Significance of GOP victory deserves a thought or two.
The bottom line is that our democracy has become so hollowed out and most people so alienated that what we're watching is simply a street fight between factions in the country's power elite. For some it has entertainment value, but it's not even an interesting matchup any more. The hard right libertarian faction has been wiping the floor with a weak opponent, a feckless, dispirited remnant of the old liberal managerial elite, which loses ground with every passing decade, even if it seems to win a round now and then as it did in 2008.

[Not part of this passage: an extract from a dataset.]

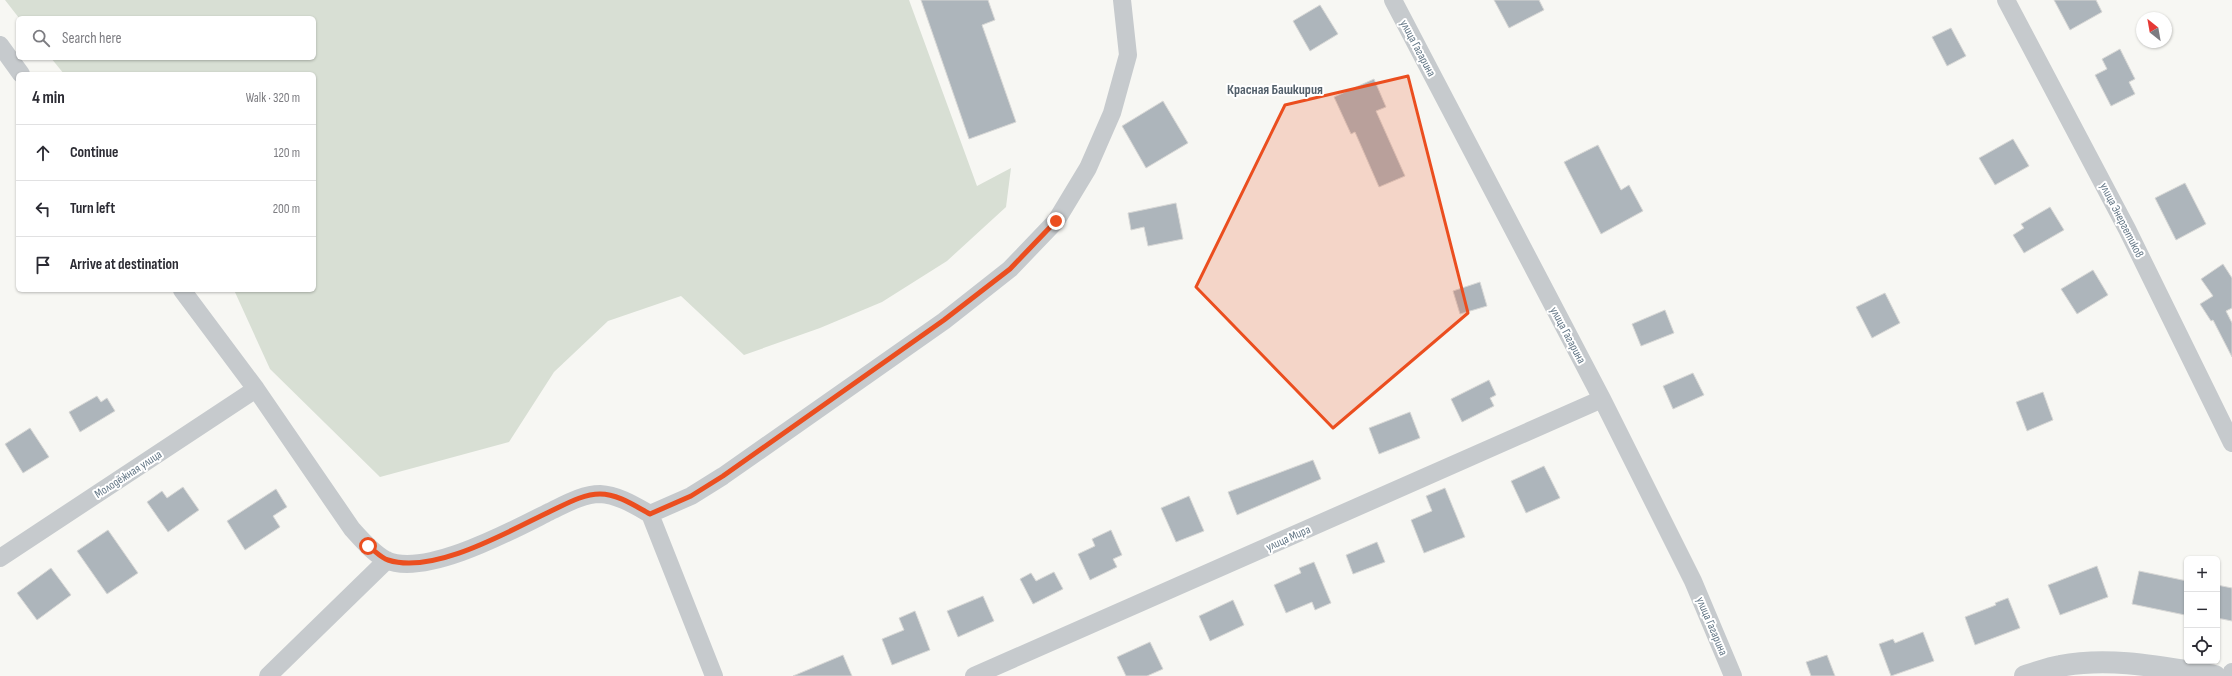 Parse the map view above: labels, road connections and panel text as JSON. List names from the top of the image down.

We're seeing again the continuation of a pattern in place since 1980 in which the hard right obtains power, then aggressively rigs things in its favor, pisses everybody off, gets voted out, and then consolidates its gains while obstructing the Democrats until it gets back in power again. Which it does inevitably because everybody is frustrated with the obstructed Democrats inability to get anything done. The American people apparently don't pay attention enough or care enough to break this pattern. The hope of Democrats that they have a long-term demographic advantage is ridiculous so long as they continue to be a party that nobody could be bothered to vote for.
The idea of giving the Republicans any kind of serious responsibility is crazy because its leaders are captured by an Ayn Randian ideology that makes them crazy. At least the old liberal managerial elite had some sense of the common good, even if their technocratic attempts to achieve it were often misguided.
So it is what it is. But we shouldn't see this as democracy in action. This country ceased being a robust democracy decades ago, already before WWI, but elections like this matter as a kind of bellwether regarding the state of the nation's soul, and it looks like things will continue to get worse unless something happens to wake us up. I'm not optimistic, and I think in twenty years time we could very well wind up becoming a corporatist authoritarian state like many of the countries in Latin America during the 80s. The Leo Strauss faction will eventually supplant the Ayn Rand faction.
But not in the next two years because we're still protected to a certain extent by inertia in the Deep State and because Obama will veto anything really crazy that the new GOP congressional majorities come up with, but a vicious pattern continues, and it will continue to continue.
I still have very limited amount of time to read and think, but I want to write more about the long decline of the managerial liberal state. I was never a fan, but the libertarian alternative always struck me as adolescent. I was inclined to accept the managerial state as a necessity so long as there was a means to constrain it with a collective commitment to the principle of subsidiarity. Maybe eventually that's where we'll end up, but not in my lifetime.